Counter and Rental Clerks sits in the Business category. In practical terms, this role combines day-to-day execution, cross-team coordination, and consistent decision-making under real business constraints.

U.S. employment is currently about ~399K workers, with a median annual pay of $38,540 and roughly 45.9K openings each year. Based on BLS projections, total employment is expected to grow from 408.2 K in 2024 to 421.3K in 2034.

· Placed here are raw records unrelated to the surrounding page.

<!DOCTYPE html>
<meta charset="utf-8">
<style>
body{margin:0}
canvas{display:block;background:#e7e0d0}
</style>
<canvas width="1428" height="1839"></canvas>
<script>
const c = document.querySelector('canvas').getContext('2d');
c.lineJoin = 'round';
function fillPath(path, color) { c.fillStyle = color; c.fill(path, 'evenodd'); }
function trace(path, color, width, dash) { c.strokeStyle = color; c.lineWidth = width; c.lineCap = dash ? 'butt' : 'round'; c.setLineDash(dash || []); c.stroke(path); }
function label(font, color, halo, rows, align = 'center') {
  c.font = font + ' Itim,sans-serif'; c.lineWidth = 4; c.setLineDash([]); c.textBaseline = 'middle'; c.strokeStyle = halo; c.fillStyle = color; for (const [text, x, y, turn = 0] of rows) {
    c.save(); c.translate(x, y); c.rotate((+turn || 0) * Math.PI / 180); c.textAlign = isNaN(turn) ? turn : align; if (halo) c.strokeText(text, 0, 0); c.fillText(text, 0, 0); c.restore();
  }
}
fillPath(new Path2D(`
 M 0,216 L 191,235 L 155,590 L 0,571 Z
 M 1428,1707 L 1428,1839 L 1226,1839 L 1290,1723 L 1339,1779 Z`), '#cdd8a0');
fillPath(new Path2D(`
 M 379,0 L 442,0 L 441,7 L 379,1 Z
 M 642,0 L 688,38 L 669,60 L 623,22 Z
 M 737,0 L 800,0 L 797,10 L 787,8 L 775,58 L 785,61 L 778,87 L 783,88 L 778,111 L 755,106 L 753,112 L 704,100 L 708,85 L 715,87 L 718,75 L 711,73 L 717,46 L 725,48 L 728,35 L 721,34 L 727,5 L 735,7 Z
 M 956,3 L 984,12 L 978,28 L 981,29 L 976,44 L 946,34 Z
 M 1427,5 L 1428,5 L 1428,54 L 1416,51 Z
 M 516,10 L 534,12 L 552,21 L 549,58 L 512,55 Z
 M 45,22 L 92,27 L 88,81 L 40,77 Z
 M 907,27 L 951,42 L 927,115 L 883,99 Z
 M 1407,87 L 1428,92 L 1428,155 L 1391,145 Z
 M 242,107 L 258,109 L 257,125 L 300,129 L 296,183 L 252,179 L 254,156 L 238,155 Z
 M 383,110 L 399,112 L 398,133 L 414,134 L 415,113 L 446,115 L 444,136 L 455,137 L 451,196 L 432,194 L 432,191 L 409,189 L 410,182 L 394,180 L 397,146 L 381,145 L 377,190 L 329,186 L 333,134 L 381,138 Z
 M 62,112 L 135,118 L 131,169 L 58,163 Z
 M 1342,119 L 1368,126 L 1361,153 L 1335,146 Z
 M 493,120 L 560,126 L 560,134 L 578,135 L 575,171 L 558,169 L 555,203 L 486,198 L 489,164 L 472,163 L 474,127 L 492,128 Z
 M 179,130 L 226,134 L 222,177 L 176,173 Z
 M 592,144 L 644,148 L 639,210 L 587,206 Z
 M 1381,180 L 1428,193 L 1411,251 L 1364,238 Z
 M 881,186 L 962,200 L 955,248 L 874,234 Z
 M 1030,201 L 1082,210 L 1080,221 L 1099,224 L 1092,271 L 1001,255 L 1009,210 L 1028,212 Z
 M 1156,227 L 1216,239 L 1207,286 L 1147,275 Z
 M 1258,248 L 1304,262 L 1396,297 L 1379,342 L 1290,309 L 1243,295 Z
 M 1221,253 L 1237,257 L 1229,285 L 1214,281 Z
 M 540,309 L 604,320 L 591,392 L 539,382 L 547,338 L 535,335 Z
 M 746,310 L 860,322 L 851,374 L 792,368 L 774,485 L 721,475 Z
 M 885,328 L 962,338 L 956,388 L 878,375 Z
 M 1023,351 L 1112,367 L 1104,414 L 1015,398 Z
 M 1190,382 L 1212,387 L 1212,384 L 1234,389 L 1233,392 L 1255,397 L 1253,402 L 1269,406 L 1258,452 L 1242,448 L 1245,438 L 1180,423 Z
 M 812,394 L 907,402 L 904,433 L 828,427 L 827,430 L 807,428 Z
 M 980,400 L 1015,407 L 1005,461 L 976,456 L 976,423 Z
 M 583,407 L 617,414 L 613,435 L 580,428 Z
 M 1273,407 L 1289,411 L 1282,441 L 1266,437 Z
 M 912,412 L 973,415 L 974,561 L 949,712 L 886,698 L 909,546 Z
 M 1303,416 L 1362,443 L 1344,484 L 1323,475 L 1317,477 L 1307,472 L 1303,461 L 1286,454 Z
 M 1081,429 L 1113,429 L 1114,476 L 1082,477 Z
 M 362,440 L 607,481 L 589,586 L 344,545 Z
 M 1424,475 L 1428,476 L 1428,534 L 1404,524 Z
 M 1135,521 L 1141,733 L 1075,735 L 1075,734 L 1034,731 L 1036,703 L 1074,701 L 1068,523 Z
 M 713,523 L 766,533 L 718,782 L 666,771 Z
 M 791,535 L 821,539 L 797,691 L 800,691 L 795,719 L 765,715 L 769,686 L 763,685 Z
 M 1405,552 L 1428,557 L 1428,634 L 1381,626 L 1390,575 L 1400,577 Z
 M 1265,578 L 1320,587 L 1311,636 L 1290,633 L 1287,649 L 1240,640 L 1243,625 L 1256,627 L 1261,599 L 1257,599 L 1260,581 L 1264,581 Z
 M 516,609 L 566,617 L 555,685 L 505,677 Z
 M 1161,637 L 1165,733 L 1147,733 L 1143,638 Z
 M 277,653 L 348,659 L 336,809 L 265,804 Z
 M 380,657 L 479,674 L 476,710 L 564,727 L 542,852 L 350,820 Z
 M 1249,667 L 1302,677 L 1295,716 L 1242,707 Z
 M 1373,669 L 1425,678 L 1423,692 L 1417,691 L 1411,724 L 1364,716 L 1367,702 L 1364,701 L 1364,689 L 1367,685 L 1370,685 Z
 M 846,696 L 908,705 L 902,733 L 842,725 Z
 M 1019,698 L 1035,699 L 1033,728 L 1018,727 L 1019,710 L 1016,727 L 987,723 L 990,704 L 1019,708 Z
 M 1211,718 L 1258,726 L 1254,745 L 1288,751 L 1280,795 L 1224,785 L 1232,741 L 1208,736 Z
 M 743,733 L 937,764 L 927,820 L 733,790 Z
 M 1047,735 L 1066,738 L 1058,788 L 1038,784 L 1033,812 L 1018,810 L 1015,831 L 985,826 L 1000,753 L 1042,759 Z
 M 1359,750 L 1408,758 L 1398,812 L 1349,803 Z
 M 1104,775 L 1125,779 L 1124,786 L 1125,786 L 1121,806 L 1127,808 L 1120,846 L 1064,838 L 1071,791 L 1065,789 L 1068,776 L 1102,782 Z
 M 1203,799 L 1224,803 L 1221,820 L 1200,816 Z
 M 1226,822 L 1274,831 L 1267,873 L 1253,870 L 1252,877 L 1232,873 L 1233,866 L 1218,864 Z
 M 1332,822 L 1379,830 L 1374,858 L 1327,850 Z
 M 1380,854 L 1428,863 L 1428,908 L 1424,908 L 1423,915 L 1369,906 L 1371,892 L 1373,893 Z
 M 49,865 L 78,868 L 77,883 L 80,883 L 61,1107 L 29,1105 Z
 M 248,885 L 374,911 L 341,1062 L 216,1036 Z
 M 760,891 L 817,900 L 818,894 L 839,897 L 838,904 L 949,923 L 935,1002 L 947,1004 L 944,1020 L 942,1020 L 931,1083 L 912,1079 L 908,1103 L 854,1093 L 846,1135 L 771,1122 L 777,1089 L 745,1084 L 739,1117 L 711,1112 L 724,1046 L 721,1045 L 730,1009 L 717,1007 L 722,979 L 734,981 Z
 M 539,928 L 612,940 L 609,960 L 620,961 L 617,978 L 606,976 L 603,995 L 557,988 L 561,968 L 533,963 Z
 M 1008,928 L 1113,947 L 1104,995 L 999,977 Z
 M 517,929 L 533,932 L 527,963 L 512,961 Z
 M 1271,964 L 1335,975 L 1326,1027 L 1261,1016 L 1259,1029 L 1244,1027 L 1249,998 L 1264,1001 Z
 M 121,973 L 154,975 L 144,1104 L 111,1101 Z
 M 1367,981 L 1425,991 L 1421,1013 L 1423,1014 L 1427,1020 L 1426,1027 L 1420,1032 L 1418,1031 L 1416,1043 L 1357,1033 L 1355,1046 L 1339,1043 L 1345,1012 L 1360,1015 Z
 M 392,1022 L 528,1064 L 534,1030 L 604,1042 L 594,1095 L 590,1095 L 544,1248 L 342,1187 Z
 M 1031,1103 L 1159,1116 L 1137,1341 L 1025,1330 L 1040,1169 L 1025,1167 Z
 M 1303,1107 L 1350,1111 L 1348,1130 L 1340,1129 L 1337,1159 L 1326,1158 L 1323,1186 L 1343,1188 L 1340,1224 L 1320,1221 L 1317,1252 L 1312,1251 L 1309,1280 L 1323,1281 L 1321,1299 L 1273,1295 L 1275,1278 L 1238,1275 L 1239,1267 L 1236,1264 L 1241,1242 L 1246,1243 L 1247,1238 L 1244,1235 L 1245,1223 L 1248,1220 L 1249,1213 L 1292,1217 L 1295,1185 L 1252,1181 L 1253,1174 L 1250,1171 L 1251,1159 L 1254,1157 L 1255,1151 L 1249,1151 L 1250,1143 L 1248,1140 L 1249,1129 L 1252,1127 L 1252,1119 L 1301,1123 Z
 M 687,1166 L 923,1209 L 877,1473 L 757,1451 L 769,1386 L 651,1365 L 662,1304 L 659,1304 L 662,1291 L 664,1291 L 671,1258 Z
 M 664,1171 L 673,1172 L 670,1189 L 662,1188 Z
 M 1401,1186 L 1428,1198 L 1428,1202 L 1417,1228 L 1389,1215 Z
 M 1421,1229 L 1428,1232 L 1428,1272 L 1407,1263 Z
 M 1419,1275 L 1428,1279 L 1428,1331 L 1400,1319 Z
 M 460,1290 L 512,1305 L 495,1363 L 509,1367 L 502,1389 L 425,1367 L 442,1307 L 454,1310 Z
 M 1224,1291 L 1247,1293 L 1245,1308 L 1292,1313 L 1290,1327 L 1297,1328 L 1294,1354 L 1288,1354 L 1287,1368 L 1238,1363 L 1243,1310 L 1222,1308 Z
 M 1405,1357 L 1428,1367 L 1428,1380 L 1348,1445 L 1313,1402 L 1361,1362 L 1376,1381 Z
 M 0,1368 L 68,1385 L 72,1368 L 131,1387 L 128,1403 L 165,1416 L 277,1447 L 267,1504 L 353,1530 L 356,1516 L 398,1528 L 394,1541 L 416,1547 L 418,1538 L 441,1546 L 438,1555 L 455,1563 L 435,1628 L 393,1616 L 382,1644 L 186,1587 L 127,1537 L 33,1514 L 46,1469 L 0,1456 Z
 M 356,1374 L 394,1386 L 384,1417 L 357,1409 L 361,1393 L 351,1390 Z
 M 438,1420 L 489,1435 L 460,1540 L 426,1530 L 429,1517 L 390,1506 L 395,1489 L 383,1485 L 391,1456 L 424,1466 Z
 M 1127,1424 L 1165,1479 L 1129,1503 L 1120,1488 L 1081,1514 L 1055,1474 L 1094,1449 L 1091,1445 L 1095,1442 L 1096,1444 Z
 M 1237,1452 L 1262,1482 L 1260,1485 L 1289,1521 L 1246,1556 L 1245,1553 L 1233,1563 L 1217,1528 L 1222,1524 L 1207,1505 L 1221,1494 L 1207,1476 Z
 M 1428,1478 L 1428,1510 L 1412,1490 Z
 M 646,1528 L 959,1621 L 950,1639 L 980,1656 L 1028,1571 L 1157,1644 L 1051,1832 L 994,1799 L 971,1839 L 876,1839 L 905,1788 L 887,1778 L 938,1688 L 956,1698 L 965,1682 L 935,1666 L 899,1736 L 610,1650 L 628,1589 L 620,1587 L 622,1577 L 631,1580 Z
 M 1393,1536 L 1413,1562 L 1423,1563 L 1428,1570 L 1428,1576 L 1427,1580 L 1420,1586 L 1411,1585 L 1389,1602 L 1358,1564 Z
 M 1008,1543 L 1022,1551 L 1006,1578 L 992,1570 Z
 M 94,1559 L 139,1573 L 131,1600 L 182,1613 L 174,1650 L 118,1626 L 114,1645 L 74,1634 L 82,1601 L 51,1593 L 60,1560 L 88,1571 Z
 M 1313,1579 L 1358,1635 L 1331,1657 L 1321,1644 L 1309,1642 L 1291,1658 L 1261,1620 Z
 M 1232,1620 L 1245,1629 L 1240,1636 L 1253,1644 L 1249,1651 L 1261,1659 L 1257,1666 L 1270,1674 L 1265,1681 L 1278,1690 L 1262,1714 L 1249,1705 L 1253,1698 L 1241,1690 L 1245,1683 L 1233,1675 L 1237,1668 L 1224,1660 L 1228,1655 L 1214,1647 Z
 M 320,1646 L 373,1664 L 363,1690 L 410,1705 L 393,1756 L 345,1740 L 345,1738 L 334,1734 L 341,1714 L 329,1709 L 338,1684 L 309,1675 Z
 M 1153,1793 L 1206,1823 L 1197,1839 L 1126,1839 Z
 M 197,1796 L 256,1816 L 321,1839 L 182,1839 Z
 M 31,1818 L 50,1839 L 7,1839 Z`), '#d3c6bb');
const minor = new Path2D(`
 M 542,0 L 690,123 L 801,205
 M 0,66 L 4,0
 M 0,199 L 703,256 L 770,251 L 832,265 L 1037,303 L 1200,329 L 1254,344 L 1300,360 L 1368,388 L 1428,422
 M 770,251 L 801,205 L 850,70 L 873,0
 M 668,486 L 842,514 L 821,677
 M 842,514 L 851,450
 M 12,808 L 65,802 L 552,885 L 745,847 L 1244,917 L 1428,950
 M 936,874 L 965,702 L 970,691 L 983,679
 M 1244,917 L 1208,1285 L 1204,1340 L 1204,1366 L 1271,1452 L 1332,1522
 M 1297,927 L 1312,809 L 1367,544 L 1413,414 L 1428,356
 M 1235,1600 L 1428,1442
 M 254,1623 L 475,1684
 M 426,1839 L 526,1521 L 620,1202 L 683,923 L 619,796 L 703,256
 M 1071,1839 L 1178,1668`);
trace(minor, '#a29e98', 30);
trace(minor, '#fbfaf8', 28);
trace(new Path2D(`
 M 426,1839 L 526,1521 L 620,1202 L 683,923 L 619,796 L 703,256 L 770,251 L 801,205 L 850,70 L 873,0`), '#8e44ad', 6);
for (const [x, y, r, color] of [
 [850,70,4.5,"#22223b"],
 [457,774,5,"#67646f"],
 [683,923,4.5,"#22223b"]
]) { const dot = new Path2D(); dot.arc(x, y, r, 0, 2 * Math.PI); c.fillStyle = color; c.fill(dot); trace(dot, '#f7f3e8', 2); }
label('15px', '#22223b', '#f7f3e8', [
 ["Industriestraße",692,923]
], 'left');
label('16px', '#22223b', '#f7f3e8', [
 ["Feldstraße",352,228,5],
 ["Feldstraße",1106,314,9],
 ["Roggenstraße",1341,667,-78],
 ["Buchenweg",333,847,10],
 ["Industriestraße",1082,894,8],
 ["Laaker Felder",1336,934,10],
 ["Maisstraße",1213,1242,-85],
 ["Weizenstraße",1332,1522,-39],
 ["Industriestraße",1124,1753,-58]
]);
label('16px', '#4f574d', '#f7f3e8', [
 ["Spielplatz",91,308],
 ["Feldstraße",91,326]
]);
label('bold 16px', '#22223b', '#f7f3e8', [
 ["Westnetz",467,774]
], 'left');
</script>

Most hiring paths start with No Formal Educational Credential, and employers typically expect none of related experience. Many careers in this track begin around Retail or Customer Service Associate and can progress toward Branch or Store Manager. High-value skills usually include Point-of-Sale (POS) Systems & Cash Registers, Rental Management Software & Reservation Systems, and Inventory Tracking Systems & Barcode Scanners, paired with soft skills such as Active Listening, Service Orientation, and Speaking.

Core Responsibilities

A Day in the Life

01 Help customers figure out which rental item or merchandise best fits what they need.
02 Explain pricing, rental terms, return rules, and any extra charges before a transaction is completed.
03 Answer phone calls, check availability, and take orders or reservation details.
04 Inspect, adjust, and prepare rental items so they are ready for the next customer.
05 Calculate totals, accept payments, and enter each transaction into the register or computer system.
06 Keep track of what comes in and goes out, and maintain basic records of customers and transactions.

Industries That Hire

🚗
Vehicle Rental
Enterprise, Hertz, Avis Budget Group
🛠️
Equipment & Tool Rental
United Rentals, Sunbelt Rentals, Herc Rentals
🏠
Home Improvement Retail
The Home Depot, Lowe's, Menards
📱
Consumer Electronics Retail
Best Buy, Target, Walmart
🎣
Sporting Goods & Outdoor Retail
REI, Dick's Sporting Goods, Bass Pro Shops

Pros and Cons

Advantages
+ It is an accessible job to enter: BLS says no formal educational credential is typical, and training is usually short-term on the job.
+ There are many openings, with about 45.9K annual openings and 398,620 workers already employed in the occupation.
+ The work stays people-focused, so if you like helping customers solve small problems, the day rarely feels isolated.
+ You build transferable skills in payment processing, record keeping, phone support, and inventory checks that can move with you to other jobs.
+ The role exists in many industries, from vehicle rental to retail, so you can often change employers without learning an entirely new field.
Challenges
- The pay is modest, with a median annual wage of $38,540 and a mean of $43,700, so it may not stretch far in high-cost areas.
- Growth is slow, at just 3.2% projected from 2024 to 2034, which means the field is not expanding quickly.
- There is a real career ceiling: the role has no experience requirement, so many workers stay in the same pay band unless they move into lead or supervisor jobs.
- The job can get stressful when customers dispute fees, return damaged items, or need help fast while the line is growing.
- Automation is a structural risk, since online reservations, self-check-in, and kiosks can reduce the amount of counter work over time.